ビルコンに使用できなくなった出口めねじガス栓の例
LPガスにおいては、ガス器具へ出口自在式の機器接続ねじガス栓を接続する際、「白ニップル」や「金属フレキシブルホース」などの接続具を使用せず、ガス栓を直接ガス器具へねじ込むことが義務付けられています。これまで「機器接続ねじガス栓」はテーパめねじ仕様が主流であったため、ガス接続口がおねじで設計されている給湯器などの場合、この新しい原則が適用された後も接続方法に大きな変更は必要ありませんでした。
しかし、ビルトインコンロのようにガス接続口がテーパめねじになっている機器においては、2017年の原則適用当初、いくつかの課題が生じました。当時は各ガス栓メーカーで外ねじタイプの機器接続ガス栓のラインナップが十分に整っておらず、さらにこの新しい接続方法の原則がLPガス業界全体に浸透していなかったことから、現場での混乱が見られたのです。特に保安の現場では、従来の施工方法との違いに戸惑う声も少なくありませんでした。

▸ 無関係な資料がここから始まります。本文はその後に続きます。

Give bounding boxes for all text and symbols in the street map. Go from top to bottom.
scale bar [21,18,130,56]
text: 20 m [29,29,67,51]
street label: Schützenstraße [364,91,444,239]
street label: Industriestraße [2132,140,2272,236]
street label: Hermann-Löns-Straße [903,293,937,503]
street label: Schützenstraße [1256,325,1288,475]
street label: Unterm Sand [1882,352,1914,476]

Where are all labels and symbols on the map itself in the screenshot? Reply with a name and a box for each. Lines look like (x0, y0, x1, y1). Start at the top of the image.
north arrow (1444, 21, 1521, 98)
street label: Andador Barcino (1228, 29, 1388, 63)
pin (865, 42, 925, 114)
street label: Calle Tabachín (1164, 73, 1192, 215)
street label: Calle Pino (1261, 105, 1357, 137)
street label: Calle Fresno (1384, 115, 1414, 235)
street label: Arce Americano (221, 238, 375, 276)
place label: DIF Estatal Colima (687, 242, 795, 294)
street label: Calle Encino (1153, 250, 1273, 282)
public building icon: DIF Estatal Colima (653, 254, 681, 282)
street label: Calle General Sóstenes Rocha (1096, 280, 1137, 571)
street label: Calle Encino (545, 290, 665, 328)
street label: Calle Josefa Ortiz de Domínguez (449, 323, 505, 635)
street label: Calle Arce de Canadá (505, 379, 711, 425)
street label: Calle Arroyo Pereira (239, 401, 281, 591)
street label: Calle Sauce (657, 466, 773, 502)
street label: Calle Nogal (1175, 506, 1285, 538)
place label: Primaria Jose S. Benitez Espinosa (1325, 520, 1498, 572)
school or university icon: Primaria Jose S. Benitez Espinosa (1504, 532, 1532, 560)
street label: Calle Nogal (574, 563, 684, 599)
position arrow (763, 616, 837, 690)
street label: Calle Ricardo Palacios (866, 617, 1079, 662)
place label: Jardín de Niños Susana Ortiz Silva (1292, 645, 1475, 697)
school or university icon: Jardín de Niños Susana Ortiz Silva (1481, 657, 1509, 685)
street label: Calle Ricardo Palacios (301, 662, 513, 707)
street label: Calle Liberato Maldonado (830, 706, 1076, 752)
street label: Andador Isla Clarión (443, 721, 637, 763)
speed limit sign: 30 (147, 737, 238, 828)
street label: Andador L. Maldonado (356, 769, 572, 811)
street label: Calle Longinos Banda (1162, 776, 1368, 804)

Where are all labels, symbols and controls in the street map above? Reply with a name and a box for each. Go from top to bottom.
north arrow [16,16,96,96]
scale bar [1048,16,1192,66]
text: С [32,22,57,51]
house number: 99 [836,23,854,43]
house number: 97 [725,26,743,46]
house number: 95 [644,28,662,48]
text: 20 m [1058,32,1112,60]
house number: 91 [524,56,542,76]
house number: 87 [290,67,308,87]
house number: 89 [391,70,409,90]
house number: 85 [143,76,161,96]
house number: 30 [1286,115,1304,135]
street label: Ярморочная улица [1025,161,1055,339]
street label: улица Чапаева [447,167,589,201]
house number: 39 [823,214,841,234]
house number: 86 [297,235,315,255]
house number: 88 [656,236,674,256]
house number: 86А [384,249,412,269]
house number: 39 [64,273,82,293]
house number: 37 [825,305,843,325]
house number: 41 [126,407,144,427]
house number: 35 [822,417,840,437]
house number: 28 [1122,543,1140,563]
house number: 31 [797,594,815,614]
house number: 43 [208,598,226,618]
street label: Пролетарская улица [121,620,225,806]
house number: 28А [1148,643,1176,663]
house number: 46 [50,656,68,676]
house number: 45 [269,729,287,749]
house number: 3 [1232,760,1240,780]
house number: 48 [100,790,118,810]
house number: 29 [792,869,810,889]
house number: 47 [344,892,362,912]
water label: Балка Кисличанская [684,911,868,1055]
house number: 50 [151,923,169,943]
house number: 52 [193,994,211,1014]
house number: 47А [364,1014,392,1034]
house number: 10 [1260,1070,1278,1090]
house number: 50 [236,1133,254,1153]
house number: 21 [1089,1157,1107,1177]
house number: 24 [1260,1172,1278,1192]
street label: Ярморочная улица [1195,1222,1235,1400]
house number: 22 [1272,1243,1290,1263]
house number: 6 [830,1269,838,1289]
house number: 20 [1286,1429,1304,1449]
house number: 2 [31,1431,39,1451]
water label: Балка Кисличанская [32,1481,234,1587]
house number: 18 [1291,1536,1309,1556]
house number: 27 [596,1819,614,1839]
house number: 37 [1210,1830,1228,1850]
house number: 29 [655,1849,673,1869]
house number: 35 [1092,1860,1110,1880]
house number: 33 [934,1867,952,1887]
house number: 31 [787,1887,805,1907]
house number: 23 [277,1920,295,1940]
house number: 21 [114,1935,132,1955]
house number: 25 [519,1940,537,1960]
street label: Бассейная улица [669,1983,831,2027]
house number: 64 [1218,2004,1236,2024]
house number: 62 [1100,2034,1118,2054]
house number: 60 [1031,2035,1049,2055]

現在では、各メーカーから外ねじタイプのガス栓が充実しており、業界内でもこの原則が広く認知されるようになっていますが、当初の混乱は、技術基準の改正と現場への浸透速度のギャップによるものだったと言えるでしょう。
商品コード | 配管接続 | 接続口径 |
GB363Z5-10A | 10A | 10A×Rc1/2自在 |
GB363Z5-15A | 15A | 15A×Rc1/2自在 |
接続具を使わずにビルコンに直接ねじ込む外ねじガス栓のモデル
ベストパーツで最も売れている機器接続外ねじ式ガス栓
直接ねじ込みの原則が適用された2017年当時、「機器接続外ねじ式ガス栓」のラインナップは数機種程度、各製造メーカーの方でございました。当初はその外ねじ式ガス栓が施工に携わる方々から注目され、現在でもビルトインコンロ施工時の主流ガス栓として使用されている機種も多いです。しかし一部の施工現場では当初のラインナップでは外ねじ部分の長さが足りずにビルトインコンロの接続口まで届かない、また反対に設置場所が狭所の為、ガス栓が大きすぎて収まらない等の問題も出てきました。こうした現場の方からの声を受け、各ガス栓メーカーで「機器接続外ねじ式ガス栓」のラインナップが拡充されてきて今日に至ります。
商品コード | 配管接続 | 接続口径 |
GB374PZR5-10 | 10A | 10A×R1/2自在 |
GB374PZR5-15 | 15A | 15A×R1/2自在 |
外ねじ部分が短い機器接続外ねじ式ガス栓
従来よりも外ねじ部分を短くした外ねじガス栓の藤井合金製作所製「検査孔付フレキUL外ねじガス栓(商品コード:FV696AQ・FV698AQ)」は2019年に藤井合金製作所から発売され業界で認知されています。この外ねじ部分が芯々で83.5mmの長さの外ねじガス栓の登場により、狭所での施工に関する問題点の大半は解消されたと思われますが、しかしながら、このタイプのガス栓の登場でも解決しない問題点も多少残りました。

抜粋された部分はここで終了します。